New dresser for our master bedroom

Front View of Dresser
 

Rear View

I was having a hard time coming up with a new design for a dresser for our master bedroom.  I wanted it to match well with the arts and crafts bed and matching nightstands that I made a couple of years ago but I didn't want to do a straight copy of a plan.  Finally inspiration struck while visiting the Thos. Moser showroom in Freeport, Maine.  I stumbled across their American Bungalow tall dresser and immediately fell in love with it.  That one has a very traditional shaker style rectangular cherry cabinet suspended inside a very arts and crafts looking structure. Very Niiiice (in Borat speak). As much as I admire Mr. Moser's designs I have no intention of copying it outright and unfortunately I cannot afford any of his furniture. So as with most furniture, I borrowed a little inspiration from Mr. Moser as well as from an exhaustive search on google images and came up with the basic parameters for my own design.

I was looking for a large dresser that would stand on the wall opposite the foot of our bed than I can put our TV on top of.  I also wanted lots of drawers and for it to be a double dresser so my wife and I would each have a side.  (in theory at least, in practice she might let me have a drawer or two!) and of course it had to draw from some of the stylistic elements of our bed and nightstands.

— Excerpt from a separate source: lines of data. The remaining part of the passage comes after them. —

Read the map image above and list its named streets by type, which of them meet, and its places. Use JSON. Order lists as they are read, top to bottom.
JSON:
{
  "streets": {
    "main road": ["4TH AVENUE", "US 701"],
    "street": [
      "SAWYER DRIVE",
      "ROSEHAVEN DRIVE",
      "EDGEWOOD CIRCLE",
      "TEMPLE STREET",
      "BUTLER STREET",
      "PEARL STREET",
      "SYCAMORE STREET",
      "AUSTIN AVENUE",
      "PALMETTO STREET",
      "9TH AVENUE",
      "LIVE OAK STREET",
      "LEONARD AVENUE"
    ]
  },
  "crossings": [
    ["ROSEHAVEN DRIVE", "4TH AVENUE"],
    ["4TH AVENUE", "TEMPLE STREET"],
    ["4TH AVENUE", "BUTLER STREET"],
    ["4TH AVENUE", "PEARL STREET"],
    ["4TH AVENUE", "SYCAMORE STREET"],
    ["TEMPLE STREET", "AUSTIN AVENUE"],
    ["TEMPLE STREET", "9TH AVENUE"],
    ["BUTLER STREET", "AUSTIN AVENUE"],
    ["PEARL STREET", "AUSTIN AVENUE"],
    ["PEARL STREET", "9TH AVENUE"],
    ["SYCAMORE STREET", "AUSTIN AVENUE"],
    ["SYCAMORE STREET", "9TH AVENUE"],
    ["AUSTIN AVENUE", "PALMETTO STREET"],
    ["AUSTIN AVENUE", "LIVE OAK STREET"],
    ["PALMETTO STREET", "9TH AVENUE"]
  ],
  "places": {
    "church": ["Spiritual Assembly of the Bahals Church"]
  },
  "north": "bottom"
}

In the photos above, you can see where I'm at with the design.  There will be two identical flatsawn red oak cases dovetailed together at the corners.  The drawer web frames will be dovetailed in at the sides and back with the drawer runners mortised and tenoned into the front and back "blades" Only the front will be glued and the back will be loose to allow for expansion of the case sides.  I'll likely make the runners and rear blade out of ash since it's relatively inexpensive in these parts.  The two cases will bear on front and back stretchers that will be tenoned into an outer frame that has the same vertical spindles as our bed.  I've extended the rear posts up through the top and added a crest rail across the top.  The holes through the crest rail are decorative but they also allow you to pass plugs through for the electronics that will inevitably be placed on top of this dressser.

The back of the cases will likely be tongue and groove pine boards. The drawers will have half blind dovetails in the front and through dovetails in the back and have a solid ash bottom.  I may consider putting in a center runner in the larger bottom drawers to cut down the span of the drawer bottoms.  

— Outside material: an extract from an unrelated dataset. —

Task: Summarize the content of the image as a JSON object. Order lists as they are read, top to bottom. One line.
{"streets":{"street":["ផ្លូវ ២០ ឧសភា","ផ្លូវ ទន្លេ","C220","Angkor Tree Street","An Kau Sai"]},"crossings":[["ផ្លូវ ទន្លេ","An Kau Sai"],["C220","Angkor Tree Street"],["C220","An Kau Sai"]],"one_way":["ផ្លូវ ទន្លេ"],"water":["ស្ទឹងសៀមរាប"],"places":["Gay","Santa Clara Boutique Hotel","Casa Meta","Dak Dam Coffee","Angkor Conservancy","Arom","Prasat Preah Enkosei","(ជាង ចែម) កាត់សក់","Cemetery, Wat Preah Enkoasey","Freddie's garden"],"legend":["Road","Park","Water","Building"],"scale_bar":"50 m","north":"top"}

I love using skecthup for this stuff but I'm still a bit worried about the proportions.  In particular I'm wondering if the 2" square legs are big enough.  I should really do a full scale mock up of this thing but I'm not sure what material to use for the mock up.  Perhaps rigid insulation? Another issue with the legs is that I know I can buy riftsawn 8/4 stock from my local supplier which will likely only yield a 1 3/4" square leg.  To get the 2" square I'll likely glue up the leg pieces face to face and be diligent in ensuring that the exposed edges are riftsawn so the seams don't show as much.  I could try the Gustav Stickley Quadrilinear post method but those lock miter bits scare me in the sense that I've heard they are tough to set up properly to get good results.

Monday, February 7, 2011

Sofa table finally completed! Woohoo!




The last post I wrote regarding my sofa table project was about my original sketchup model and was, sadly,posted on Sept. 28, 2009. That's about a year and a half of working on this project from conception to completion. To be honest I almost had it beat about 4 months ago when I placed it in my living room to finally see what it would look like in the space. That was a big mistake! At the time all I had left to do was to turn the door and drawer pulls and brush some varnish over the two coats of danish I had put onto the tabletop. Well sure enough, one of the kids spilled something on the top and ruined the finish completely. I mean within a week of having it in my living room there were 2 or 3 major water spots. Lessons learned: 1. Don't put the furniture in place until it's well and truly done and 2. I finally learned how to finish a tabletop with a really nice durable finish. More on that later..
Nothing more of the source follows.